My thoughts on this are as follows:
1. If you compare what you get from the $7000 base model 2023 Mac Pro and what you got from the $6000 base model 2019 Mac Pro, the former is a way better value. You were never going to get anywhere near 24 Xeon W cores, 64GB of RAM, and anything even remotely as powerful as even the 60-core GPU that the base model M2 Ultra has for $7000 on the 2019 model. Not to mention the base SSD capacity is doubled (though, for Apple's rates, you'd hope so).
2. However, if you compare the $7000 base model 2023 Mac Pro and the $4000 base model M2 Ultra Mac Studio, the former is an extremely poor value. Two extra fans, two extra thunderbolt ports, one extra 10GbE Ethernet port, internal USB-A and SATA ports, and PCIe expansion is not worth $3000. That's really not how the computer industry works.
3. Apple was never going to have memory expansion separate from the SoC choice. However, not having the SoC be socketed was a poor choice for a machine the primary purpose of which is unfettered aftermarket internal expansion.
4. If Apple's claims that the M2 Ultra is more powerful than the 28-core Xeon W that one could max out a 2019 Mac Pro with are true, then the lack of CPU options isn't terrible. You have one choice and that choice bests every 2019 Mac Pro CPU option. What more do you need on the CPU front?
5. If the M2 Ultra with 76 GPU Cores beats out the best MPX AMD GPU combination that you could stuff in a Mac Pro, then that's one thing. However, I'd imagine that there are some workloads where you want multiple GPUs; one to do your rendering, and one to display the system's output. If software sees this as two M2 Max GPUs and will allow for that kind of split-task workloads, cool. If the 76 (let alone 60) GPU core option does this and beats out the best that you could've stuffed into a 2019 Mac Pro in terms of MPX modules (Dual W6800X Duos?), even better. I'm guessing it can't. But if it can, then my "what more do you need?" question stands for GPU power too. All of that sounds pretty iffy so far.

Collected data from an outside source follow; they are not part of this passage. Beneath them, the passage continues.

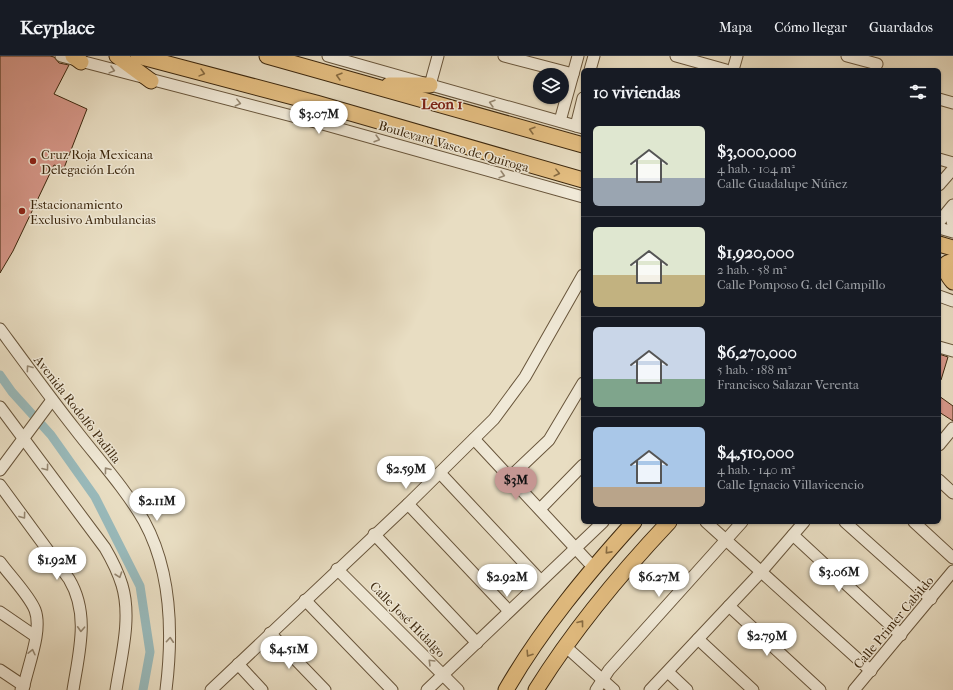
<!DOCTYPE html>
<html lang="es">
<head>
<meta charset="utf-8">
<style>
  body { margin:0; font-family:"IM FELL French Canon",serif; background:#242831; color:#f1f3f6; height:100vh; display:flex; flex-direction:column; font-size:15px; white-space:nowrap }
  * { box-sizing:border-box; margin:0 }
  p { font-size:13px; color:#9ea1a6 }
  .icon { flex:none; width:22px; height:22px; fill:none; stroke:currentColor; stroke-width:2; stroke-linecap:round; stroke-linejoin:round }
  .map { position:relative; flex:1; overflow:hidden }
  .panel { position:absolute; left:581px; top:12px; width:360px; height:456px; display:flex; flex-direction:column; background:#171b24; border-radius:6px; box-shadow:0 1px 3px #0004 }
  .panel>* { flex:none }
  .buttons { position:absolute; left:533px; top:12px; display:grid; gap:8px }
  .buttons a { display:grid; place-items:center; width:36px; height:36px; border-radius:50%; background:#171b24; box-shadow:0 1px 3px #0004; font-size:20px }
  .price { position:absolute; translate:-50% -34px; padding:0 9px; border-radius:14px; background:#fff; color:#222; font-size:13px; line-height:26px; filter:drop-shadow(0 1px 2px #0008) }
  .price::after { content:''; position:absolute; left:50%; top:24px; width:12px; height:9px; margin-left:-6px; background:inherit; clip-path:polygon(0 0,100% 0,50% 100%) }
  .price.selected { background:#c59692; color:#111 }
  ul { padding:0; list-style:none }
  li { display:flex; align-items:center; gap:12px; height:100px; padding:0 12px }
  li+li { border-top:1px solid #363941 }
  li span { display:grid; place-items:center; flex:none; width:112px; height:80px; border-radius:6px; color:#555 }
  li>.icon { margin-inline-start:auto }
  span .icon { width:48px; height:48px; fill:#fffc; stroke-width:1 }
  li b { font-size:17px }
  h2 { display:flex; justify-content:space-between; align-items:center; height:48px; padding:0 12px; font-size:17px }
  header { display:flex; align-items:center; gap:24px; box-sizing:border-box; height:56px; padding:0 20px; background:#171b24; border-bottom:1px solid #363941 }
  header strong { font-size:19px }
  nav { display:flex; gap:22px; margin-inline-start:auto; font-size:14px }
  .map>svg:first-child { display:block }
  .lines { fill:none; stroke-linecap:round; stroke-linejoin:round }
  .canal { stroke:#99babb; stroke-width:9 }
  .building { fill:#d69789; stroke:#3d280e }
  .minor-casing { stroke:#68553b; stroke-width:13 }
  .major-casing { stroke:#3d280e; stroke-width:17 }
  .minor { stroke:#f0e9d7; stroke-width:11 }
  .major { stroke:#e4be81; stroke-width:15 }
  .oneway { stroke:#968872 }
  .oneway2 { stroke:#886c42 }
  .poi-dot { fill:#8f2418; stroke:#f0e9d7; stroke-width:1.5 }
  .labels { text-anchor:middle; stroke-width:3; stroke-linejoin:round; paint-order:stroke }
  .street-label { font-size:13px; fill:#3d280e; stroke:#f0e9d7 }
  .poi-label { font-size:13px; fill:#3d280e; stroke:#f0e9d7; text-anchor:start }
  .quarter-label { font-size:15px; font-weight:bold; fill:#7a1f14; stroke:#f0e9d7 }
</style>
</head>
<body>
<header>
<strong>Keyplace</strong>
<nav><a>Mapa</a><a>Cómo llegar</a><a>Guardados</a></nav>
</header>
<div class="map">
<svg width="953" height="634" viewBox="0 0 953 634">
  <rect width="100%" height="100%" fill="#e8ddc2"/>
  <filter id="stains"><feTurbulence type="fractalNoise" baseFrequency=".005" numOctaves="4"/><feColorMatrix values="0 0 0 0 .2 0 0 0 0 .09 0 0 0 0 .02 0 0 0 .5 -.17"/></filter>
  <radialGradient id="worn" r=".72"><stop offset=".6" stop-color="#630" stop-opacity="0"/><stop offset="1" stop-color="#630" stop-opacity=".3"/></radialGradient>
  <g class="lines">
    <path class="canal" d="M 0,319 L 12,336 L 51,379 L 95,441 L 140,530 L 150,596 L 143,634"/>
  </g>
  <g class="building">
    <path d="M 0,0 L 50,0 L 54,1 L 59,7 L 69,9 L 54,38 L 87,53 L 64,112 L 54,109 L 13,195 L 0,217 Z"/>
    <path d="M 939,298 L 948,301 L 941,324 L 939,323 Z"/>
    <path d="M 939,340 L 953,350 L 953,365 L 939,356 Z"/>
  </g>
  <g class="lines">
    <g class="minor-casing">
      <g id="minor">
        <path d="M 61,0 L 319,67 L 583,141"/>
        <path d="M 328,0 L 583,72"/>
        <path d="M 504,0 L 573,18"/>
        <path d="M 676,0 L 726,14"/>
        <path d="M 847,0 L 877,8"/>
        <path d="M 590,14 L 594,0"/>
        <path d="M 733,14 L 737,0"/>
        <path d="M 430,29 L 438,0"/>
        <path d="M 939,43 L 953,47"/>
        <path d="M 560,65 L 578,0"/>
        <path d="M 576,70 L 583,42"/>
        <path d="M 939,103 L 953,107"/>
        <path d="M 939,129 L 953,113"/>
        <path d="M 953,152 L 951,161 L 953,169"/>
        <path d="M 939,166 L 953,149"/>
        <path d="M 939,172 L 953,176"/>
        <path d="M 939,240 L 953,245"/>
        <path d="M 0,273 C 25,307 49,340 75,373 C 98,403 125,432 144,465 C 172,516 173,578 166,634"/>
        <path d="M 939,291 L 953,295"/>
        <path d="M 0,351 L 105,492 C 112,504 118,516 122,529 C 132,562 121,601 116,634"/>
        <path d="M 474,383 L 593,511"/>
        <path d="M 939,389 L 953,372"/>
        <path d="M 0,414 L 52,344"/>
        <path d="M 440,417 L 541,525"/>
        <path d="M 509,422 L 549,384 L 583,327"/>
        <path d="M 939,424 L 953,437"/>
        <path d="M 0,429 L 69,523 C 90,558 79,596 73,634"/>
        <path d="M 408,448 L 509,555"/>
        <path d="M 540,453 L 583,409"/>
        <path d="M 706,466 L 871,615"/>
        <path d="M 845,466 L 931,543"/>
        <path d="M 914,466 L 953,502"/>
        <path d="M 374,478 L 477,587"/>
        <path d="M 793,479 L 901,579"/>
        <path d="M 0,506 C 10,520 29,539 35,554 C 43,575 27,612 23,634"/>
        <path d="M 337,513 L 458,634"/>
        <path d="M 305,544 L 392,634"/>
        <path d="M 729,550 L 820,634"/>
        <path d="M 0,556 L 35,580"/>
        <path d="M 270,577 L 325,634"/>
        <path d="M 698,583 L 753,634"/>
        <path d="M 565,590 L 614,634"/>
        <path d="M 238,608 L 262,634"/>
        <path d="M 0,614 L 24,630 L 21,634"/>
        <path d="M 668,616 L 687,634"/>
        <path d="M 211,634 L 408,448 L 494,363 L 525,321 L 583,219"/>
        <path d="M 427,634 L 603,466"/>
        <path d="M 596,634 L 609,614 L 742,466"/>
        <path d="M 650,634 L 761,516 L 804,466"/>
        <path d="M 854,634 L 953,515"/>
      </g>
    </g>
    <g class="major-casing">
      <g id="major">
        <path d="M 73,0 L 81,6"/>
        <path d="M 117,0 L 151,25"/>
        <path d="M 138,0 L 316,47 L 583,124"/>
        <path d="M 267,0 L 583,89"/>
        <path d="M 389,29 L 430,29"/>
        <path d="M 939,188 L 953,192"/>
        <path d="M 953,205 L 947,207 C 944,215 948,220 953,226"/>
        <path d="M 506,634 C 541,573 587,518 634,466"/>
        <path d="M 536,634 C 574,573 619,519 669,466"/>
      </g>
    </g>
    <use href="#minor" class="minor"/>
    <use href="#major" class="major"/>
  </g>
  <defs><path id="oneway-chevron" d="M-2-3.5L2.5 0L-2 3.5" fill="none" stroke-width="1.6" stroke-linecap="round" stroke-linejoin="round"/></defs>
  <g class="oneway">
    <use href="#oneway-chevron" transform="translate(112 14) rotate(15)"/>
    <use href="#oneway-chevron" transform="translate(238 47) rotate(14)"/>
    <use href="#oneway-chevron" transform="translate(492 47) rotate(-164)"/>
    <use href="#oneway-chevron" transform="translate(377 83) rotate(16)"/>
    <use href="#oneway-chevron" transform="translate(502 119) rotate(16)"/>
    <use href="#oneway-chevron" transform="translate(29 312) rotate(-126)"/>
    <use href="#oneway-chevron" transform="translate(46 412) rotate(53)"/>
    <use href="#oneway-chevron" transform="translate(107 414) rotate(-128)"/>
    <use href="#oneway-chevron" transform="translate(23 460) rotate(54)"/>
    <use href="#oneway-chevron" transform="translate(119 519) rotate(71)"/>
    <use href="#oneway-chevron" transform="translate(81 573) rotate(93)"/>
    <use href="#oneway-chevron" transform="translate(170 584) rotate(-86)"/>
    <use href="#oneway-chevron" transform="translate(32 596) rotate(-77)"/>
    <use href="#oneway-chevron" transform="translate(431 606) rotate(-135)"/>
  </g>
  <g class="oneway2">
    <use href="#oneway-chevron" transform="translate(202 17) rotate(15)"/>
    <use href="#oneway-chevron" transform="translate(339 20) rotate(-164)"/>
    <use href="#oneway-chevron" transform="translate(532 74) rotate(-164)"/>
    <use href="#oneway-chevron" transform="translate(557 117) rotate(14)"/>
    <use href="#oneway-chevron" transform="translate(608 495) rotate(132)"/>
    <use href="#oneway-chevron" transform="translate(581 567) rotate(-52)"/>
    <use href="#oneway-chevron" transform="translate(529 598) rotate(123)"/>
  </g>
  <g class="poi-dot">
    <circle cx="33" cy="105" r="4"/>
    <circle cx="22" cy="155" r="4"/>
  </g>
  <g class="labels">
    <g class="street-label">
      <text transform="translate(454 90) rotate(16)" y="5">Boulevard Vasco de Quiroga</text>
      <text transform="translate(78 353) rotate(52)" y="5">Avenida Rodolfo Padilla</text>
      <text transform="translate(408 563) rotate(45)" y="5">Calle José Hidalgo</text>
      <text transform="translate(893 566) rotate(-50)" y="5">Calle Primer Cabildo</text>
    </g>
    <g class="poi-label">
      <text x="41" y="103">Cruz Roja Mexicana<tspan x="41" dy="15">Delegación León</tspan></text>
      <text x="30" y="153">Estacionamiento<tspan x="30" dy="15">Exclusivo Ambulancias</tspan></text>
    </g>
    <g class="quarter-label">
      <text x="442" y="53">Leon 1</text>
    </g>
  </g>
  <rect width="100%" height="100%" filter="url(#stains)"/>
  <rect width="100%" height="100%" fill="url(#worn)"/>
</svg>
<div class="buttons">
<a><svg class="icon" aria-label="layers" viewBox="0 0 24 24"><path d="M12 4l9 5-9 5-9-5zM3 14l9 5 9-5"/></svg></a>
</div>
<b class="price" style="left:319px;top:79px">$3.07M</b>
<b class="price" style="left:406px;top:434px">$2.59M</b>
<b class="price selected" style="left:516px;top:445px">$3M</b>
<b class="price" style="left:157px;top:466px">$2.11M</b>
<b class="price" style="left:57px;top:525px">$1.92M</b>
<b class="price" style="left:839px;top:537px">$3.06M</b>
<b class="price" style="left:507px;top:542px">$2.92M</b>
<b class="price" style="left:659px;top:542px">$6.27M</b>
<b class="price" style="left:767px;top:601px">$2.79M</b>
<b class="price" style="left:289px;top:614px">$4.51M</b>
<section class="panel">
<h2>10 viviendas<svg class="icon" aria-label="filters" viewBox="0 0 24 24"><path d="M4 7h16M4 17h16"/><circle cx="9" cy="7" r="2"/><circle cx="15" cy="17" r="2"/></svg></h2>
<ul>
<li><span style="background:linear-gradient(#dfe7d0 65%,#9aa5b1 0)"><svg class="icon" aria-label="home" viewBox="0 0 24 24"><path d="M3 11l9-7 9 7M6 9v11h12V9"/></svg></span><div><b>$3,000,000</b><p>4 hab. · 104 m²</p><p>Calle Guadalupe Núñez</p></div></li>
<li><span style="background:linear-gradient(#dfe7d0 60%,#c2b280 0)"><svg class="icon" aria-label="home" viewBox="0 0 24 24"><path d="M3 11l9-7 9 7M6 9v11h12V9"/></svg></span><div><b>$1,920,000</b><p>2 hab. · 58 m²</p><p>Calle Pomposo G. del Campillo</p></div></li>
<li><span style="background:linear-gradient(#c9d6e8 65%,#7fa58c 0)"><svg class="icon" aria-label="home" viewBox="0 0 24 24"><path d="M3 11l9-7 9 7M6 9v11h12V9"/></svg></span><div><b>$6,270,000</b><p>5 hab. · 188 m²</p><p>Francisco Salazar Verenta</p></div></li>
<li><span style="background:linear-gradient(#a9c7e8 75%,#b9a48a 0)"><svg class="icon" aria-label="home" viewBox="0 0 24 24"><path d="M3 11l9-7 9 7M6 9v11h12V9"/></svg></span><div><b>$4,510,000</b><p>4 hab. · 140 m²</p><p>Calle Ignacio Villavicencio</p></div></li>
</ul>
</section>
</div>
</body>
</html>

But I'll reserve judgement until people get their hands on 2023 Mac Pros.
6. A maximum of 192GB of RAM is one fourth the 8, 12, and 16 core 2019 Mac Pro's maximum RAM capacity and one eighth that of the 24 and 28 core models. While, 192GB is a staggering amount of RAM, I can't imagine that there weren't 2019 Mac Pro customers that needed 256GB or more. Yes, unified memory is more efficient memory. But RAM is still RAM. I could totally buy that an M2 Ultra will beat out a Xeon for CPU performance and most of the AMD configuration options in play from 2019 all the way until this week. But, I'm not buying the notion that 192GB of RAM will suffice for those that needed 256GB of RAM, let alone 768GB of RAM, let alone 1.5TB of RAM. I can buy that the 2023 model is superior in performance to the 2019 model in every way. But unless the use case is fine with 64-192GB of RAM, this is the one area where this machine is a clear downgrade.
7. A fully maxed out 2023 Mac Pro is a Tesla Model 3's worth cheaper than a fully maxed out 2019 Mac Pro. Sure, most of that is Afterburner, Xeons, and Radeons and a lack of RAM options. But still. That's something.
8. The SSD kits for 2019 Mac Pros and the SSD kits for the 2023 Mac Pros are different. This makes sense. Though, it seems ridiculous that the SSD kits for the 2023 Mac Pros can't be used with the 2023 (or 2022) Mac Studio, just as it's ridiculous that the SSD kits for the 2019 Mac Pros can't work for the iMac Pro (or higher capacity 2020 27" iMacs, for that matter). Then again, I've never been a fan of this whole "SSD controller lives on the SoC" convention that Apple has moved the Macintosh to.
9. It seems like PCIe expansion is the real reason to buy a 2023 Mac Pro over a 2023 (M2 Ultra) Mac Studio. There may be other reasons to, but I can't imagine any of them are worth the extra $3000. The Rack Mountable option seems like it would serve well in a datacenter rack or in an audio cabinet. Though, for $3000, I'm sure one can find a rack-able solution that accommodates a Mac Studio that still leaves most of that left over.
10. It's totally possible that an "Extreme" chip or (other higher-tier Mac Pro chip that plugs the gaps between features the highest end 2019 Mac Pros had and what the highest end 2023 Mac Pro) has could still materialize. Apple kept adding GPU options to the 2019 Mac Pro throughout its four year reign. Incidentally, they might wait until the M3 generation to add that. Or it might just be that a future Ultra SoC will get there and that, this one just happens to be a downgrade for those that need higher-end options. I'm not saying I'm hopeful of this. But there's no reason why it can't happen.
11. Regardless of how small customer base is, Apple has no reason not to (a) keep the Mac Pro as up to date as the Mx Ultra Mac Studio and (b) introduce updates more frequently than once every 4-6 years.